• Your instructions:
All entries below must be reproduced without a single change.

(Collected data entries)
════════════════════
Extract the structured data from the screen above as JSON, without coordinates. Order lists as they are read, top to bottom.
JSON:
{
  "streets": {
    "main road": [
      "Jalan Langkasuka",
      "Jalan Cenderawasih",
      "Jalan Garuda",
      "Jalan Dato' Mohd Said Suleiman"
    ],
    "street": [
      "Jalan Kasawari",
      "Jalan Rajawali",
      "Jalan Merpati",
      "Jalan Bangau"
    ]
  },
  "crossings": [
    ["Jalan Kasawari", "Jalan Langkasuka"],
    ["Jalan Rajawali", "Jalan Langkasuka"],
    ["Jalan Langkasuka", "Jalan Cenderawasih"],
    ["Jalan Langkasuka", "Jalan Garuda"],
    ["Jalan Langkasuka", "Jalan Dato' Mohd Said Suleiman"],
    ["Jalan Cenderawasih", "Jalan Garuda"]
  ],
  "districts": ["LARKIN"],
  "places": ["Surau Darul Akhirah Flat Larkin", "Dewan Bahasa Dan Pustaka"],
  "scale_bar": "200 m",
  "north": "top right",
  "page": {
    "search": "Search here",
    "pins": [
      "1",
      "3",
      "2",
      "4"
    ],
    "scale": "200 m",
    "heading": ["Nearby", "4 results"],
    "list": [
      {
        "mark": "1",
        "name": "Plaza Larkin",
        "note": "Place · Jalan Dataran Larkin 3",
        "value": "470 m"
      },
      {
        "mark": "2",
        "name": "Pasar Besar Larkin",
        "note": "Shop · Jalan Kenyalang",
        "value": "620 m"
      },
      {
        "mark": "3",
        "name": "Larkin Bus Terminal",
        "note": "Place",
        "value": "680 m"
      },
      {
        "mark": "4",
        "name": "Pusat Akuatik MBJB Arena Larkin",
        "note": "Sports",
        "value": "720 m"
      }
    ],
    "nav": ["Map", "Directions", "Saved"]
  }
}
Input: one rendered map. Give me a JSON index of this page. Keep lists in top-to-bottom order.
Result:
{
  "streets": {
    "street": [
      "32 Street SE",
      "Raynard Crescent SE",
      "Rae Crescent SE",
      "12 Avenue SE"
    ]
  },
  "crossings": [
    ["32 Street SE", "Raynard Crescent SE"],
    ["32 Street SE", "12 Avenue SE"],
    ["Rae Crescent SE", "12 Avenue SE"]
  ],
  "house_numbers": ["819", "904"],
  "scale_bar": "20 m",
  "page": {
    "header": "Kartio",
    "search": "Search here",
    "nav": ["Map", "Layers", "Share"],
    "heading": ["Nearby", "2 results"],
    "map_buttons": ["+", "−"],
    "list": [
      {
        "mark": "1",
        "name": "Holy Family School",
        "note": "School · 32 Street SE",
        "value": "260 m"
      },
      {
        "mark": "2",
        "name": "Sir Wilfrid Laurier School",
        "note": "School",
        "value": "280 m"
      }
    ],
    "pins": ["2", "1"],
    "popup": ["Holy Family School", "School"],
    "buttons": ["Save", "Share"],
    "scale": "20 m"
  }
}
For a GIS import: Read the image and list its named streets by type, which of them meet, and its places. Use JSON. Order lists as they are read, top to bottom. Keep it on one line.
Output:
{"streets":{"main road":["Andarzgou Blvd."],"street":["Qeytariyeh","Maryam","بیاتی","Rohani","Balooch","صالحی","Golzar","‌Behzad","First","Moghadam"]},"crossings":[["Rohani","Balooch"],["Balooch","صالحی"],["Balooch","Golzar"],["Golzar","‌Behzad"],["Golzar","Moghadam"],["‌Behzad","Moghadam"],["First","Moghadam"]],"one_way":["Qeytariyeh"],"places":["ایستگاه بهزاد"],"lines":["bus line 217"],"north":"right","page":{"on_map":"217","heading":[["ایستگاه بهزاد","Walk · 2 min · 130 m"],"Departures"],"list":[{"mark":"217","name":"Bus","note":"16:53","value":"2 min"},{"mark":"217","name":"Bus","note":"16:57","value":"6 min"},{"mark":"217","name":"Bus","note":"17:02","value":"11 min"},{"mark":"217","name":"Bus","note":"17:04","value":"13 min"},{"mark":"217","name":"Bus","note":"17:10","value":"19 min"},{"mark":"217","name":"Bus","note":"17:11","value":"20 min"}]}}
════════════════════
• Task solution:
Extract the structured data from the screen above as JSON, without coordinates. Order lists as they are read, top to bottom.
JSON:
{
  "streets": {
    "main road": [
      "Jalan Langkasuka",
      "Jalan Cenderawasih",
      "Jalan Garuda",
      "Jalan Dato' Mohd Said Suleiman"
    ],
    "street": [
      "Jalan Kasawari",
      "Jalan Rajawali",
      "Jalan Merpati",
      "Jalan Bangau"
    ]
  },
  "crossings": [
    ["Jalan Kasawari", "Jalan Langkasuka"],
    ["Jalan Rajawali", "Jalan Langkasuka"],
    ["Jalan Langkasuka", "Jalan Cenderawasih"],
    ["Jalan Langkasuka", "Jalan Garuda"],
    ["Jalan Langkasuka", "Jalan Dato' Mohd Said Suleiman"],
    ["Jalan Cenderawasih", "Jalan Garuda"]
  ],
  "districts": ["LARKIN"],
  "places": ["Surau Darul Akhirah Flat Larkin", "Dewan Bahasa Dan Pustaka"],
  "scale_bar": "200 m",
  "north": "top right",
  "page": {
    "search": "Search here",
    "pins": [
      "1",
      "3",
      "2",
      "4"
    ],
    "scale": "200 m",
    "heading": ["Nearby", "4 results"],
    "list": [
      {
        "mark": "1",
        "name": "Plaza Larkin",
        "note": "Place · Jalan Dataran Larkin 3",
        "value": "470 m"
      },
      {
        "mark": "2",
        "name": "Pasar Besar Larkin",
        "note": "Shop · Jalan Kenyalang",
        "value": "620 m"
      },
      {
        "mark": "3",
        "name": "Larkin Bus Terminal",
        "note": "Place",
        "value": "680 m"
      },
      {
        "mark": "4",
        "name": "Pusat Akuatik MBJB Arena Larkin",
        "note": "Sports",
        "value": "720 m"
      }
    ],
    "nav": ["Map", "Directions", "Saved"]
  }
}
Input: one rendered map. Give me a JSON index of this page. Keep lists in top-to-bottom order.
Result:
{
  "streets": {
    "street": [
      "32 Street SE",
      "Raynard Crescent SE",
      "Rae Crescent SE",
      "12 Avenue SE"
    ]
  },
  "crossings": [
    ["32 Street SE", "Raynard Crescent SE"],
    ["32 Street SE", "12 Avenue SE"],
    ["Rae Crescent SE", "12 Avenue SE"]
  ],
  "house_numbers": ["819", "904"],
  "scale_bar": "20 m",
  "page": {
    "header": "Kartio",
    "search": "Search here",
    "nav": ["Map", "Layers", "Share"],
    "heading": ["Nearby", "2 results"],
    "map_buttons": ["+", "−"],
    "list": [
      {
        "mark": "1",
        "name": "Holy Family School",
        "note": "School · 32 Street SE",
        "value": "260 m"
      },
      {
        "mark": "2",
        "name": "Sir Wilfrid Laurier School",
        "note": "School",
        "value": "280 m"
      }
    ],
    "pins": ["2", "1"],
    "popup": ["Holy Family School", "School"],
    "buttons": ["Save", "Share"],
    "scale": "20 m"
  }
}
For a GIS import: Read the image and list its named streets by type, which of them meet, and its places. Use JSON. Order lists as they are read, top to bottom. Keep it on one line.
Output:
{"streets":{"main road":["Andarzgou Blvd."],"street":["Qeytariyeh","Maryam","بیاتی","Rohani","Balooch","صالحی","Golzar","‌Behzad","First","Moghadam"]},"crossings":[["Rohani","Balooch"],["Balooch","صالحی"],["Balooch","Golzar"],["Golzar","‌Behzad"],["Golzar","Moghadam"],["‌Behzad","Moghadam"],["First","Moghadam"]],"one_way":["Qeytariyeh"],"places":["ایستگاه بهزاد"],"lines":["bus line 217"],"north":"right","page":{"on_map":"217","heading":[["ایستگاه بهزاد","Walk · 2 min · 130 m"],"Departures"],"list":[{"mark":"217","name":"Bus","note":"16:53","value":"2 min"},{"mark":"217","name":"Bus","note":"16:57","value":"6 min"},{"mark":"217","name":"Bus","note":"17:02","value":"11 min"},{"mark":"217","name":"Bus","note":"17:04","value":"13 min"},{"mark":"217","name":"Bus","note":"17:10","value":"19 min"},{"mark":"217","name":"Bus","note":"17:11","value":"20 min"}]}}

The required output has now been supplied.